Michael and Corrina Hoffart v. Government of British Columbia

Decision Date:
October 2, 2006
File Numbers:
2006-FA-026

2006-FA-027

2006-FA-028
Decision Numbers:
2006-FA-026(a)

2006-FA-027(a)

2006-FA-028(a)
Disposition:
APPEALS DISMISSED

Summary

Decision Date: October 2, 2006

Panel: James S. Hackett

Keywords: Interior Appraisal Manual – s. 6.2(1)(a); stumpage rate; silviculture costs; silviculture levy; establish a free growing crop; officially induced error.

Michael and Corrina Hoffart (the “Appellants”) appealed the stumpage rates contained in three Stumpage Advisory Notices (the “SANs”) issued by the Timber Pricing Coordinator, Northern Interior Forest Region, Ministry of Forests and Range.

The Appellants submitted that a silviculture cost was incorrectly added to the sawlog stumpage rates set out in the Interior Appraisal Manual (the “IAM”).  Their licences required them to retain free-growing stands, and they viewed compliance with this requirement as a silviculture treatment.  Since silviculture obligations were included as part of their licences, they should not have had to pay additional silviculture costs as a part of the stumpage calculation.  The Appellants also submitted that an email from a District Tenures Forester indicated that they would not be required to pay a “silviculture levy”.

The Respondent submitted that the IAM required silviculture costs to be included in the stumpage rates.  It submitted that the SANs should be confirmed and the appeals dismissed.

The appeal turned on whether “establish a free growing crop” in section 6.2(1)(a) of the IAM meant the same thing as “retain a free-growing stand” in the licences.

The Appellants argued that “establish” means to “bring about permanently”, and that their selective harvesting would “bring about a free growing stand of timber”.  They further argued that the retention of a free-growing stand amounted to a silviculture treatment, so they should not have to reimburse the Crown for silviculture costs following harvesting.

The Respondent argued that retention of a free-growing stand was not the same thing as establishment of a free-growing stand.  Since neither the Appellants nor the Crown had silviculture obligations, section 6.2(1)(a) required the imposition of silviculture costs on the Appellants.

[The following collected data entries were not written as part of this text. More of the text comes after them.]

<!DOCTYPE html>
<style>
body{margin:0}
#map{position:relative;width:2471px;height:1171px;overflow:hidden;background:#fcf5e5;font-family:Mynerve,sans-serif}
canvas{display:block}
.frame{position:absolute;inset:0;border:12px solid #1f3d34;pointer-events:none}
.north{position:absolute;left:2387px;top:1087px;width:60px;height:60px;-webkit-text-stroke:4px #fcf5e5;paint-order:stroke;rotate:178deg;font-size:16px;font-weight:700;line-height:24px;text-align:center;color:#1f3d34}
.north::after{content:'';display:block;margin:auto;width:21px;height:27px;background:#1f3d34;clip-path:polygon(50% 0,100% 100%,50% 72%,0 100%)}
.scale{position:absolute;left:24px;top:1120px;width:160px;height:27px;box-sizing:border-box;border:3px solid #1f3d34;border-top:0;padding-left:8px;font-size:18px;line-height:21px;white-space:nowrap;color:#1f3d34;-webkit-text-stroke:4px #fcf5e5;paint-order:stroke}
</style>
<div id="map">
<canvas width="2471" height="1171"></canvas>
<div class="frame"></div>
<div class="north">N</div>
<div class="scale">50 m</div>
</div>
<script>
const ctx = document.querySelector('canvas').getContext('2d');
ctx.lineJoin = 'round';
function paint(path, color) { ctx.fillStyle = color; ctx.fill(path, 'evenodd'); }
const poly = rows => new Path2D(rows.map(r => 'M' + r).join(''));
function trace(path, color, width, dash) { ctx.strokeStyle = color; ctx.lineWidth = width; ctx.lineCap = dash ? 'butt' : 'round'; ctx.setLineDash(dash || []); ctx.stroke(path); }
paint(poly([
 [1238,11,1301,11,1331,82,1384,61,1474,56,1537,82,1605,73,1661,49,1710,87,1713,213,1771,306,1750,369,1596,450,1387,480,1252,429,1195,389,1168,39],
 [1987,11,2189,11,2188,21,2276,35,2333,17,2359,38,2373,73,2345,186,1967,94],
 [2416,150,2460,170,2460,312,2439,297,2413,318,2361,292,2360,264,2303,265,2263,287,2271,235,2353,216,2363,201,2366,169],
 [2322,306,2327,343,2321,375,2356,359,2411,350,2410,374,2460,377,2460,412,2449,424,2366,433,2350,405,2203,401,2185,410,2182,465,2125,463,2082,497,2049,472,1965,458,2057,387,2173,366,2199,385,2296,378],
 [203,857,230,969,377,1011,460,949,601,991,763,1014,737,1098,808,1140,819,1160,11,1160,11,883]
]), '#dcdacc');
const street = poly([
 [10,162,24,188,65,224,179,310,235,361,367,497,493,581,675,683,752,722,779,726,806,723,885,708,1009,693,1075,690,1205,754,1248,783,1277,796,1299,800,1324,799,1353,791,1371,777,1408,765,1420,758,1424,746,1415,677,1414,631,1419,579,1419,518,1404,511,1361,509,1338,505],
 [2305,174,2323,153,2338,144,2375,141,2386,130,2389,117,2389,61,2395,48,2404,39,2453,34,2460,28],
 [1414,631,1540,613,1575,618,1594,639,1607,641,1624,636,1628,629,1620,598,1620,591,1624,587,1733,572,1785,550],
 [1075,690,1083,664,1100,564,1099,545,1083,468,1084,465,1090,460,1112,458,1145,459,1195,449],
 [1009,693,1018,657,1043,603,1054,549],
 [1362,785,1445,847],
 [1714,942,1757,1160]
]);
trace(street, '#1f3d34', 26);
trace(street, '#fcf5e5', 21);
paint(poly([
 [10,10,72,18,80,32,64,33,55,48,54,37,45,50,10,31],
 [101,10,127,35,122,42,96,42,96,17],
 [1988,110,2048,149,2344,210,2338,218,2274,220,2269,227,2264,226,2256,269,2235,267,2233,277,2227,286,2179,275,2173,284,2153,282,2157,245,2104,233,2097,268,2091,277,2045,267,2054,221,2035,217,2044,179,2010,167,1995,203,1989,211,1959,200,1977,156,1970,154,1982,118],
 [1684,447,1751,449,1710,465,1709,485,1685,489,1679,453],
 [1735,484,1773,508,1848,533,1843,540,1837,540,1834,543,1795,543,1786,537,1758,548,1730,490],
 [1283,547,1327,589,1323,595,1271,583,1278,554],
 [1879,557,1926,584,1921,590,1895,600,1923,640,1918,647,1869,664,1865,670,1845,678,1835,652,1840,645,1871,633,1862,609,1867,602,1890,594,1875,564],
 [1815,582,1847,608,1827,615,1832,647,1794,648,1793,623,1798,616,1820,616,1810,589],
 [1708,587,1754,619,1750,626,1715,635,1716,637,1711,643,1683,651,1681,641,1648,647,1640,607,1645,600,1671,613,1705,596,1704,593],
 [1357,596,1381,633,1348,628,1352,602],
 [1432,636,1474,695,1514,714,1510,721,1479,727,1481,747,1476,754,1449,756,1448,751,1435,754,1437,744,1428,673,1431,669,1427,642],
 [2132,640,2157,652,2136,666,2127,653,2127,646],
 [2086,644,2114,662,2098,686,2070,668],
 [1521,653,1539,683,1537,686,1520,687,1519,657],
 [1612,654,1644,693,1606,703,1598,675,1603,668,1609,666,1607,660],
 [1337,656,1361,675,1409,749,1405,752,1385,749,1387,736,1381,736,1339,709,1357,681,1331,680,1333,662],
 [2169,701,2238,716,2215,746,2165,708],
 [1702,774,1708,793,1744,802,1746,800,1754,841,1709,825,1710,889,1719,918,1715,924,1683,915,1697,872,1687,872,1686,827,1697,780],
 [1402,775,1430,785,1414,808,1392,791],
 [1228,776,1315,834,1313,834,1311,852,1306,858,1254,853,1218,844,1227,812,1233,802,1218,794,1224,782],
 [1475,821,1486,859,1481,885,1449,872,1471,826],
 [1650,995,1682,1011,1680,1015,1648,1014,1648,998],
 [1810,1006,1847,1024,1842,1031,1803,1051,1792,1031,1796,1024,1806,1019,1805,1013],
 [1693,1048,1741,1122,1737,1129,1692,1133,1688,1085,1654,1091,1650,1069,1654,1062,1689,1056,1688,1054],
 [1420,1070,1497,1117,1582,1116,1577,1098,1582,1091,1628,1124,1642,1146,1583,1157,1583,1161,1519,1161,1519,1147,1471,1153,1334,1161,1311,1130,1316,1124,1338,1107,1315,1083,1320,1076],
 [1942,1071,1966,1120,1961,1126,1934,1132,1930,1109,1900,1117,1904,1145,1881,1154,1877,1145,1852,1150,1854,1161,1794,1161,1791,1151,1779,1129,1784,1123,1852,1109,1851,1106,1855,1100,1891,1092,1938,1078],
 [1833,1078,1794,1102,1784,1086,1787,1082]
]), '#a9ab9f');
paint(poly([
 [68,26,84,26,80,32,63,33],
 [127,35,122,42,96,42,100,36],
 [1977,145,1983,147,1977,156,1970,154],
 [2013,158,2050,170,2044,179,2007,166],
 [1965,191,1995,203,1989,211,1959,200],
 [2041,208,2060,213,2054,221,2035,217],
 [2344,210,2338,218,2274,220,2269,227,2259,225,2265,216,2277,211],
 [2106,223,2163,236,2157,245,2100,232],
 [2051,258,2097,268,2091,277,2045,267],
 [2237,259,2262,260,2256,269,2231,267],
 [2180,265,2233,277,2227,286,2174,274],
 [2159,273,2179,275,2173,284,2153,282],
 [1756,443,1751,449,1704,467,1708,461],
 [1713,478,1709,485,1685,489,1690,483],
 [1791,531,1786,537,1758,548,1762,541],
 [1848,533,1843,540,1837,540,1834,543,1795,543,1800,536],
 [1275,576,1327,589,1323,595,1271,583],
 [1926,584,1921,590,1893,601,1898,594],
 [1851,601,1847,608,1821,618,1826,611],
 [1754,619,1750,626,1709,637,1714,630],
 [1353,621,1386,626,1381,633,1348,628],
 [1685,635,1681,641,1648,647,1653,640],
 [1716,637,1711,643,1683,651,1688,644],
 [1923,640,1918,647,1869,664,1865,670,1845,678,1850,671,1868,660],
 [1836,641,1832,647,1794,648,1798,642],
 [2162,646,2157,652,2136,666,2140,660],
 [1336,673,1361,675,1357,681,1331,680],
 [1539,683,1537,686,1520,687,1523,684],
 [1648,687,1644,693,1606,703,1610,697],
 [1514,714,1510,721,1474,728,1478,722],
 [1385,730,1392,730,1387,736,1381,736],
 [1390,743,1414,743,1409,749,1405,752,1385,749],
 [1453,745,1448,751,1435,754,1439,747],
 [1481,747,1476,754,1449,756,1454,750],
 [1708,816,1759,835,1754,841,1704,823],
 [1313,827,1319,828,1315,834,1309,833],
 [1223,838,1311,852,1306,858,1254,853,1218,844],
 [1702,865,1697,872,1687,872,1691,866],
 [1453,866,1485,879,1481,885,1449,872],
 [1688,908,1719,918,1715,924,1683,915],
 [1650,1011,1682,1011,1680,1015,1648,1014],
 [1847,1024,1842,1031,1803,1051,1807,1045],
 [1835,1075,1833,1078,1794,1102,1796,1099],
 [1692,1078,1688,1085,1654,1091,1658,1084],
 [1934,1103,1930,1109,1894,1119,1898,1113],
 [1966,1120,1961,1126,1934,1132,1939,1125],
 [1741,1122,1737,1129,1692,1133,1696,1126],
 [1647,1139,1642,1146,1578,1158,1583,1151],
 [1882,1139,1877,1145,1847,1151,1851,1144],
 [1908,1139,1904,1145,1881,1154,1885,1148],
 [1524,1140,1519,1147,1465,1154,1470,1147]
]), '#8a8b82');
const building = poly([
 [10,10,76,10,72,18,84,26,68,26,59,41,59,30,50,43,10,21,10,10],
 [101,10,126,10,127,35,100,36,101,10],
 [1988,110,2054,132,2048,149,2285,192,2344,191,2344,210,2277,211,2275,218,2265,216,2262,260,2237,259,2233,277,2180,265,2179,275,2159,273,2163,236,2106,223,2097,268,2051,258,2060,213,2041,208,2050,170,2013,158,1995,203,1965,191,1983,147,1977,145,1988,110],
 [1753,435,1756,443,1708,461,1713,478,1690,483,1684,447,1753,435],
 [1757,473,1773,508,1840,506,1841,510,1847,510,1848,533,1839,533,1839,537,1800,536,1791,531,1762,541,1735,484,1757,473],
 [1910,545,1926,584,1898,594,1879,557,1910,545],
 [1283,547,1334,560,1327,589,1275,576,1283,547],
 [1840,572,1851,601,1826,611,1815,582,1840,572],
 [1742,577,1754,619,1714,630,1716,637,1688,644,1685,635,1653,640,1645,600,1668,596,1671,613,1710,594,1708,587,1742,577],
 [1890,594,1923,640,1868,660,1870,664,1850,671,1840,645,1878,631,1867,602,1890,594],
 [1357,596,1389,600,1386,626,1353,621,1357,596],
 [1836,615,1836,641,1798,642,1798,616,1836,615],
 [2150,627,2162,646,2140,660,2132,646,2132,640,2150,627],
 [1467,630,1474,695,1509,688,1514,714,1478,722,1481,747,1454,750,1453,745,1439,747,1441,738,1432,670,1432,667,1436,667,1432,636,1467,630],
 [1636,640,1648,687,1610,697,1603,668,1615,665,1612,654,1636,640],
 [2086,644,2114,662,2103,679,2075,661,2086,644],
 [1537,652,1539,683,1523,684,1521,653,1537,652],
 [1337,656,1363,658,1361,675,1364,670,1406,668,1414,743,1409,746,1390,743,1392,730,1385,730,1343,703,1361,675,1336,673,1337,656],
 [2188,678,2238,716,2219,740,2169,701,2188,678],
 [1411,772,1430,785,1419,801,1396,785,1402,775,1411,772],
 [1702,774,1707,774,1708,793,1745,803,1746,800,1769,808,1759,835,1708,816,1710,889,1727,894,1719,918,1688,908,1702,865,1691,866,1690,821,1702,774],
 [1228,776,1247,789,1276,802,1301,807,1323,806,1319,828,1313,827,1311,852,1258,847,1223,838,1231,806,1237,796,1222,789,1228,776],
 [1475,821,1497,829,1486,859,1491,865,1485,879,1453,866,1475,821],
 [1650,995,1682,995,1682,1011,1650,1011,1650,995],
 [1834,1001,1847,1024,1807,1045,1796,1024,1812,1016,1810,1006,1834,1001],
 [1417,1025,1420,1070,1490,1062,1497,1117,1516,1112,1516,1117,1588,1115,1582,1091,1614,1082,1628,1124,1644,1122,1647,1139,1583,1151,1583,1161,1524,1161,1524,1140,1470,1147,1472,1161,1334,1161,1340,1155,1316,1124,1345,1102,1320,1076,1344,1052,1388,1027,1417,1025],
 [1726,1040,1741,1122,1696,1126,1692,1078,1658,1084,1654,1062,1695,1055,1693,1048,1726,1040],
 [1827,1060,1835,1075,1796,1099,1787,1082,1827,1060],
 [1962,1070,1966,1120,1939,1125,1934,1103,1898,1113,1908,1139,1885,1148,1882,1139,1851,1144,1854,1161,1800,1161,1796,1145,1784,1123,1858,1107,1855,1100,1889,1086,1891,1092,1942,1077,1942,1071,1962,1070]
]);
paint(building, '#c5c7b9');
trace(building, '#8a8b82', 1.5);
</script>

The Commission agreed with the Respondent’s interpretation.  The ordinary definition of the word “establish” suggests that a positive act is required.  In the context of the IAM, it means that a free growing crop of trees must be artificially or naturally regenerated, not merely retained.  The purpose of the cost estimate at issue is to recognize the additional costs that licensees incur when establishing a free-growing crop of trees.  The Appellants would not incur these costs in retaining the trees.  Thus, the Commission found that it was correct to include silviculture costs in the stumpage rates.

The Appellants also argued that the stumpage rate should be reduced because the District Tenures Forester’s email indicated that there would be no additional silviculture costs imposed.  The Commission concluded that the email was correct in saying that a “silviculture levy” would not be included, and that the email could not be understood to mean that no further “silviculture cost” would be applied to the stumpage rate.  The Appellants did not make out a claim with respect to officially induced error.

Accordingly, the Commission confirmed the SANs and dismissed the appeals.